Please state how many lines in the records below contain the word "halo", giving only the number.

Saved data entries
##############################

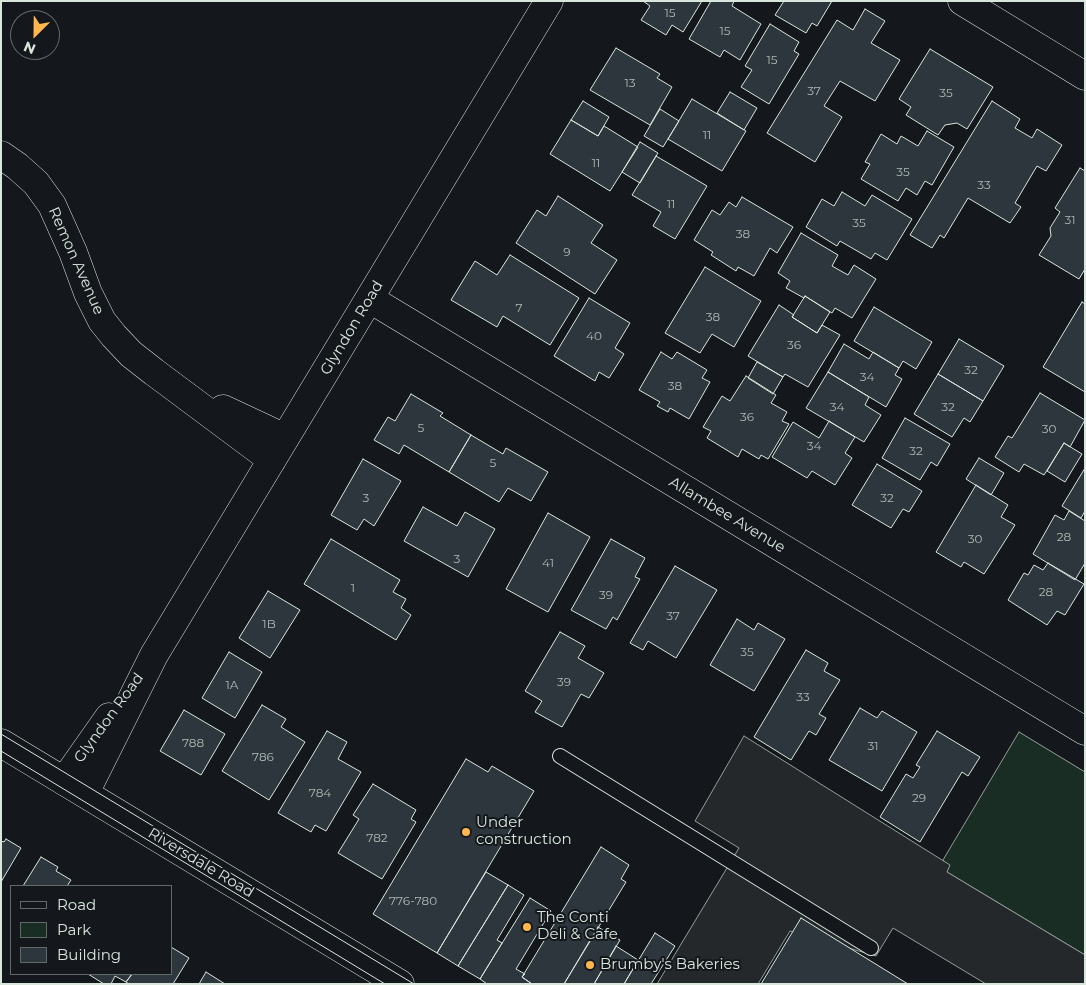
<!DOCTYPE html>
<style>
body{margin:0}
#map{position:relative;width:1086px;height:985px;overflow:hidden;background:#14181c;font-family:Montserrat,sans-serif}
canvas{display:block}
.frame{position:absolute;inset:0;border:2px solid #d8e6dc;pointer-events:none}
.legend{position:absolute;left:10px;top:885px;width:162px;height:90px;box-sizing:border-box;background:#14181c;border:1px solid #626a69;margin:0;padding:6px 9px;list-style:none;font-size:15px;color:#d8e6dc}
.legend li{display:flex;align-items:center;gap:10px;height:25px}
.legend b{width:25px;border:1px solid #626a69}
.north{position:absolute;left:10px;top:10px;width:50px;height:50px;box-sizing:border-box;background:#14181c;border:1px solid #626a69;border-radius:50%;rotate:203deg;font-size:14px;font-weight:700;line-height:20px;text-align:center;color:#d8e6dc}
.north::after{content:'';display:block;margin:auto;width:18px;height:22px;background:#ffb74d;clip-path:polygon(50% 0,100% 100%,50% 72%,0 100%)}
</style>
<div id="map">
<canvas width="1086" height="985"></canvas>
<div class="frame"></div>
<ul class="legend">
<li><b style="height:6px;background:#14181c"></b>Road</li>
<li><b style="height:14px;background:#1a2d24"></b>Park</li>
<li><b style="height:14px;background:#2c363c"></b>Building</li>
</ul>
<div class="north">N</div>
</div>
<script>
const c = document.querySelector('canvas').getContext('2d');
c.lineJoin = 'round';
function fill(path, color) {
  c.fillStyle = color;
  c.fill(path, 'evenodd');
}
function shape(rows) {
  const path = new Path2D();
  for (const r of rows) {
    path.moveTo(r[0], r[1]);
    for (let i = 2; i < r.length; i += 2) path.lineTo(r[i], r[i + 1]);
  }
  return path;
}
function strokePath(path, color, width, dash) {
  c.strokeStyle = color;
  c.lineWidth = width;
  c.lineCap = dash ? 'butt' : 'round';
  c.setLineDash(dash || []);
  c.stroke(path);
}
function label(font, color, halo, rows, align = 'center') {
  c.font = font + ' Montserrat,sans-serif';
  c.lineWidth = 4;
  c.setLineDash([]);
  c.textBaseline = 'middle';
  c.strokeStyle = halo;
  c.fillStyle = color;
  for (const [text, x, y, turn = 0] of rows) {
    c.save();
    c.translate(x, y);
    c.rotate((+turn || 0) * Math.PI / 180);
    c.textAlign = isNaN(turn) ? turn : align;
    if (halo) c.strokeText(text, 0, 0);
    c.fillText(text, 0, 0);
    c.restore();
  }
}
const green = shape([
 [1019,732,1085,772,1085,955,947,872,943,860,1019,732]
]);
fill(green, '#1a2d24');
strokePath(green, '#939e99', 1);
const parking = shape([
 [744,736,950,865,947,872,1085,955,1085,984,986,984,893,928,876,956,790,931,758,984,657,984,739,848,695,821,744,736]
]);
fill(parking, '#24282b');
strokePath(parking, '#939e99', 1);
const building = shape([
 [643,1,702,1,683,32,672,25,666,35,641,20,650,6,643,1],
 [711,1,734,1,732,6,761,24,740,60,724,50,720,57,689,39,711,1],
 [784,1,832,1,817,26,812,23,806,33,775,15,784,1],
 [865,9,885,21,871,43,900,60,875,101,840,81,824,106,842,117,815,162,767,133,837,20,853,30,865,9],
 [770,24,799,42,794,51,799,54,769,104,741,87,752,70,745,66,770,24],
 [616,48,660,74,657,78,672,87,650,125,590,90,616,48],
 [930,49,993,87,967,129,957,123,945,125,938,135,906,115,911,107,899,99,930,49],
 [730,92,757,108,744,130,717,113,730,92],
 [692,99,746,131,722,171,668,139,692,99],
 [583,101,609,117,598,136,571,120,583,101],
 [992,101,1020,119,1015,128,1032,138,1037,129,1062,145,1046,171,1037,166,1015,203,1021,207,1010,223,968,198,944,238,940,235,932,248,910,235,992,101],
 [660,109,679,121,663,147,644,136,660,109],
 [571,120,598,136,604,126,638,147,610,191,550,154,571,120],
 [927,131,954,147,932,185,925,181,917,195,906,188,898,201,861,179,870,164,865,162,881,134,897,144,901,136,918,146,927,131],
 [640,142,658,153,640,183,622,172,640,142],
 [656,156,707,186,675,239,653,226,661,212,632,195,656,156],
 [1080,168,1085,171,1085,269,1079,279,1039,255,1051,236,1050,228,1060,212,1055,208,1080,168],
 [842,192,865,206,872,195,912,219,887,260,875,253,871,259,840,241,837,246,806,227,822,199,834,206,842,192],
 [558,196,603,225,591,243,617,260,595,294,516,243,537,210,546,216,558,196],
 [742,197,793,227,777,253,770,248,754,276,738,267,736,271,711,255,713,252,694,240,712,210,720,215,729,202,736,207,742,197],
 [801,233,838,255,832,266,848,275,854,265,876,279,852,318,835,308,832,313,805,296,804,298,786,288,790,281,778,273,801,233],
 [510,255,579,298,550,345,503,316,497,327,451,300,475,261,497,275,510,255],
 [705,267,761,301,734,347,712,334,700,353,665,333,705,267],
 [805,296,830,312,817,333,792,317,805,296],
 [589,298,630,323,615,348,624,354,609,378,599,372,595,381,554,356,589,298],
 [1082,302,1085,304,1085,392,1043,367,1082,302],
 [779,305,794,315,792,317,817,333,822,325,840,335,808,387,785,374,783,377,748,356,779,305],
 [874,307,932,342,916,369,903,361,899,368,854,341,874,307],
 [959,339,1004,366,983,401,938,374,959,339],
 [844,344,869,359,873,352,899,368,895,375,902,379,886,407,828,372,844,344],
 [661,352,672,359,677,352,707,370,702,378,710,382,689,419,670,408,668,412,657,406,660,402,639,390,661,352],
 [757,362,783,377,773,394,748,378,757,362],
 [828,372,869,397,865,405,881,415,864,442,806,408,828,372],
 [938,374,983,401,970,422,964,418,952,437,914,414,938,374],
 [746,376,776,395,771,403,787,412,782,421,789,424,768,459,761,455,759,459,742,449,738,457,707,438,711,431,703,427,722,396,730,401,746,376],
 [1040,393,1085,420,1070,447,1064,443,1044,475,1024,464,1019,472,995,457,1008,436,1012,438,1040,393],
 [411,394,443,413,440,416,471,435,449,472,404,445,399,454,374,440,388,417,395,421,411,394],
 [905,418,950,444,937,466,931,462,920,480,882,458,905,418],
 [829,421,855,437,845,453,852,458,835,485,812,471,807,478,772,457,793,422,819,438,829,421],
 [471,435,503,454,506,448,548,472,531,501,508,488,499,502,449,472,471,435],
 [1064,443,1082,454,1065,482,1047,471,1064,443],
 [979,458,1004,473,991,495,966,479,979,458],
 [363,459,401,481,374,526,364,519,357,530,331,515,363,459],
 [877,464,922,491,909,512,903,509,891,528,852,505,877,464],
 [1085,468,1085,511,1081,518,1062,506,1085,468],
 [976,485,1008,505,1001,517,1015,525,984,574,964,562,961,567,936,552,976,485],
 [423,507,457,526,465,512,495,529,468,577,404,541,423,507],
 [1069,511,1085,521,1085,563,1075,580,1033,554,1055,515,1064,520,1069,511],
 [548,513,590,537,548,612,506,589,548,513],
 [331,539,400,580,393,592,406,599,401,608,411,615,396,640,304,584,331,539],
 [611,539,645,558,635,577,640,579,617,620,613,617,606,629,571,610,611,539],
 [1048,563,1084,584,1065,615,1057,611,1047,625,1008,600,1024,573,1028,575,1034,565,1043,570,1048,563],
 [675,566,717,590,676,658,648,641,643,650,630,643,675,566],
 [268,591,300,610,270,658,239,638,268,591],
 [737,619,754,630,758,623,785,639,754,691,710,665,737,619],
 [560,632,585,646,578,658,604,673,589,698,581,694,562,727,535,712,542,701,525,691,560,632],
 [806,650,828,663,824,671,840,680,819,714,826,718,816,735,809,731,791,760,754,737,806,650],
 [229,652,262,672,235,718,202,698,229,652],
 [262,705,286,719,281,727,305,742,269,800,222,771,262,705],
 [860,708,877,718,882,711,917,732,882,791,829,760,860,708],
 [184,710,225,734,201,775,160,751,184,710],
 [327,731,347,742,338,759,361,772,326,831,315,825,311,832,278,813,327,731],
 [937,731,980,757,968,776,962,772,920,842,880,817,906,774,913,778,920,767,916,765,937,731],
 [466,759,488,772,492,766,534,791,437,953,373,914,466,759],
 [373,784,416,810,411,819,416,822,382,879,338,853,359,819,353,815,373,784],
 [6,839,21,848,1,882,1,841,4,842,6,839],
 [601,847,629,865,621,879,626,882,564,984,532,984,522,977,601,847],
 [41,857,58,867,56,871,71,880,67,886,23,886,41,857],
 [486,872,508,885,458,966,437,953,486,872],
 [508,885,524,895,497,940,502,943,480,979,458,966,508,885],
 [530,898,551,911,516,969,525,974,522,977,532,984,487,984,480,979,530,898],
 [801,918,908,984,761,984,801,918],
 [598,927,620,940,594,984,564,984,598,927],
 [655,933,675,946,651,984,624,984,655,933],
 [616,946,638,960,624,984,594,984,616,946],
 [171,947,189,958,173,984,129,984,126,982,132,974,171,974,171,947],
 [206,972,225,984,199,984,206,972],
 [88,974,132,974,126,982,115,976,111,984,104,984,88,974]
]);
fill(building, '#2c363c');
strokePath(building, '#d8e6dc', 1);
const lane = shape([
 [560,756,871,948]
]);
const street = shape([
 [962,1,1085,76],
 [1,155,17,166,36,183,52,205,73,252,88,293,102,321,114,336,131,354,154,372,272,460],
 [370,299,1085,731],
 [223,409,285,438],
 [64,781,109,717],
 [85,793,154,655,549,1]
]);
const primary = shape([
 [1,743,400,984]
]);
strokePath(lane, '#d8e6dc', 16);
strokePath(street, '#d8e6dc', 29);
strokePath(primary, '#d8e6dc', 29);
strokePath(lane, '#14181c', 14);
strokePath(street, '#14181c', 28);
strokePath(primary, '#14181c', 28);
strokePath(shape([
 [1,734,414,984],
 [1,751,385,984]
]), '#d8e6dc', 1);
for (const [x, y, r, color] of [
 [466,832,5,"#ffb74d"],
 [527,927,5,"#ffb74d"],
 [590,965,5,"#ffb74d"]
]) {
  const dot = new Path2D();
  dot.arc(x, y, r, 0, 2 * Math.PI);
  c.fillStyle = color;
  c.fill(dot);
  strokePath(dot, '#14181c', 2);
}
label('12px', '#adbab4', null, [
 ["15",670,13],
 ["15",725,31],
 ["15",772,60],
 ["13",630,83],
 ["37",814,91],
 ["35",946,93],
 ["11",707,135],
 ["11",596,163],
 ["35",903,172],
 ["33",984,185],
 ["11",671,204],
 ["31",1070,220],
 ["35",859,223],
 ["38",743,234],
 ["9",567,252],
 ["7",519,308],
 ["38",713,317],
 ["40",594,336],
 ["36",794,345],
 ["32",971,370],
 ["34",867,377],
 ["38",675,386],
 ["34",837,407],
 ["32",948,407],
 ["36",747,417],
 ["5",421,428],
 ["30",1049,429],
 ["34",814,446],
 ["32",916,451],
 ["5",493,463],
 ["3",366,498],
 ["32",887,498],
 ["28",1064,537],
 ["30",975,539],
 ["3",457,559],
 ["41",548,563],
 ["1",353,588],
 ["28",1046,592],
 ["39",606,595],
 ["37",673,616],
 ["1B",269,624],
 ["35",747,652],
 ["39",564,682],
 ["1A",232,685],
 ["33",803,697],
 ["788",193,743],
 ["31",873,746],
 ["786",263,757],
 ["784",320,793],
 ["29",919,798],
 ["782",377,838],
 ["776-780",413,901]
]);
label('15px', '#d8e6dc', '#14181c', [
 ["Remon Avenue",76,261,66],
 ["Glyndon Road",352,328,-59],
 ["Allambee Avenue",727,515,31],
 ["Glyndon Road",109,718,-54],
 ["Riversdale Road",201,863,31]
]);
label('15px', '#d8e6dc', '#14181c', [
 ["Under",476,823],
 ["construction",476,840],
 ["The Conti",537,918],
 ["Deli & Cafe",537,935],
 ["Brumby's Bakeries",600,965]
], 'left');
</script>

##############################

Solution
3